Una finale è una finale. E capita raramente nella vita calcistica di un giocatore, forse una sola volta. E non viverla nel modo migliore non può passare inosservato. Soprattutto se per giocarla, sei stato protagonista assoluto, disputando una semifinale da campione, da leader indiscusso segnando e facendo segnare i propri compagni.
E' capitato a Dejan Stankovic che in Inter-Mazembe 3-0 finale del Mondiale per Club non è stato schierato da Rafa Benitez come titolare dal primo minuto. "Era stanco" ha detto il tecnico parlando della sua scelta a sopresa. Perchè di sorpresa si è trattata anche per il diretto interessato.

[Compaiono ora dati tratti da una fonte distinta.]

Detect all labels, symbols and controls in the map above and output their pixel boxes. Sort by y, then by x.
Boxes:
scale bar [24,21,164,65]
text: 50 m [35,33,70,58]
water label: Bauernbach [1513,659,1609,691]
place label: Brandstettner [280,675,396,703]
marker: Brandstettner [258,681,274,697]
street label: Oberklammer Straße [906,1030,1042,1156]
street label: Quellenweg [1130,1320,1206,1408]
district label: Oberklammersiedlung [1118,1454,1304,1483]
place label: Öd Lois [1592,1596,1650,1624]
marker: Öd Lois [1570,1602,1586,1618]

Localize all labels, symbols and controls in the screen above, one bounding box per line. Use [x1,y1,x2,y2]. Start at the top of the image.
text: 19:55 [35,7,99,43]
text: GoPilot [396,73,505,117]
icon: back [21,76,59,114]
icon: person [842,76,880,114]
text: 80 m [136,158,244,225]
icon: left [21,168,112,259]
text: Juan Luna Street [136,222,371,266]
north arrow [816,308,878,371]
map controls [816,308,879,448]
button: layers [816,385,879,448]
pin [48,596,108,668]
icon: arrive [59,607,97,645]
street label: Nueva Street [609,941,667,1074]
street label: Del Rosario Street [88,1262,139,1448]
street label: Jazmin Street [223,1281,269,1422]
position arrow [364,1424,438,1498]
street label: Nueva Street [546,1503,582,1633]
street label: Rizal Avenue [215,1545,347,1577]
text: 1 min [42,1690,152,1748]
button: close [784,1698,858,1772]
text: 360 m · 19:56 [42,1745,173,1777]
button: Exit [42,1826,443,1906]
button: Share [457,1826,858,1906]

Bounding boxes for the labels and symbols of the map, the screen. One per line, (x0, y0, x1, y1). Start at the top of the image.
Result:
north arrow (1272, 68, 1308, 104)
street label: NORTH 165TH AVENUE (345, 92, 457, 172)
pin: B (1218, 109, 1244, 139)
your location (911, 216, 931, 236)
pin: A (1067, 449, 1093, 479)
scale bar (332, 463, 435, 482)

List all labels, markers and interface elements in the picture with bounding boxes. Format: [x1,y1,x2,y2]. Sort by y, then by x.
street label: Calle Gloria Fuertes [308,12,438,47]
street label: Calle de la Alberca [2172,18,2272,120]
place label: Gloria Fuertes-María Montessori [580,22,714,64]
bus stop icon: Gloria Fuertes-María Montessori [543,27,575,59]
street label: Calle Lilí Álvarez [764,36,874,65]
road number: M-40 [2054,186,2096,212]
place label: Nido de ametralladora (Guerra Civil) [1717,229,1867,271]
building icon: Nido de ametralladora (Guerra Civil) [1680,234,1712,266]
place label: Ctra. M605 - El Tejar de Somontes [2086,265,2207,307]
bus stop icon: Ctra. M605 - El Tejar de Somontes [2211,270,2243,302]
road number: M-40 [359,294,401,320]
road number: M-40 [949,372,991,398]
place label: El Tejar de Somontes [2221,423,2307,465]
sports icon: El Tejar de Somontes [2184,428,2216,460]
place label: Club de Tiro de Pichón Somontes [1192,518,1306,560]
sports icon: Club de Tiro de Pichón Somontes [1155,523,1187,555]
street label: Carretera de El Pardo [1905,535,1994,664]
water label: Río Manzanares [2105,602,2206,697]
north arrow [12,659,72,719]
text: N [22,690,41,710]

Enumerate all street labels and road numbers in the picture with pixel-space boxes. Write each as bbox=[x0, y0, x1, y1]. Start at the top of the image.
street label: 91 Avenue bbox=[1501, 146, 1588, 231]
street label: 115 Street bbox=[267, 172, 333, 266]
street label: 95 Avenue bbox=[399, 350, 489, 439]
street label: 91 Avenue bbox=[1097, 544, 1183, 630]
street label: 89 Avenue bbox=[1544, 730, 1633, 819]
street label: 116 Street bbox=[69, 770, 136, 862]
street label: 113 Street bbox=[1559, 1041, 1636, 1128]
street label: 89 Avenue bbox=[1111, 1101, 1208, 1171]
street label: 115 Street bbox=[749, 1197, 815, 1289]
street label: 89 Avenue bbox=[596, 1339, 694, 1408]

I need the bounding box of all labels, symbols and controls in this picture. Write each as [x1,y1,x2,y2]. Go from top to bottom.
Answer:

"Non sono fatto così, non riesco a far finta di nulla. Non posso negare che mi aspettavo di giocare la finale da titolare non a gara in corso. Stavo bene, mi sentivo pronto e l'avevo dimostrato in semifinale. Non lo trovo giusto".
Dopo Materazzi escluso dalla partita (la terza sostituzione di Benitez è stata all'85' Mariga), adesso c'è anche un altro senatore contro il tecnico: Dejan Stankovic.
"Io sono un soldato dell'Inter" ha detto il serbo "quando la società chiama io sono pronto". Riferimento diretto a Benitez, il vero e unico colpevole di una scelta impopolare e che ha ferito il cuore del campione che aveva dimostrato gia' con il Seongnam di essere davvero in forma strabiliante. Eppure, Thiago Motta (a tratti deludente) è stato inserito nell'11 che ha aperto le danze contro il Mazembe, mentre ‘Deki', il ‘Drago' era relegato in panchina. Senza un motivo. E oggi, davanti al possibile esonero del tecnico e mentre il presidente Moratti tace su Benitez, il tecnico spagnolo ha un nemico in più nello spogliatoio nerazzurro.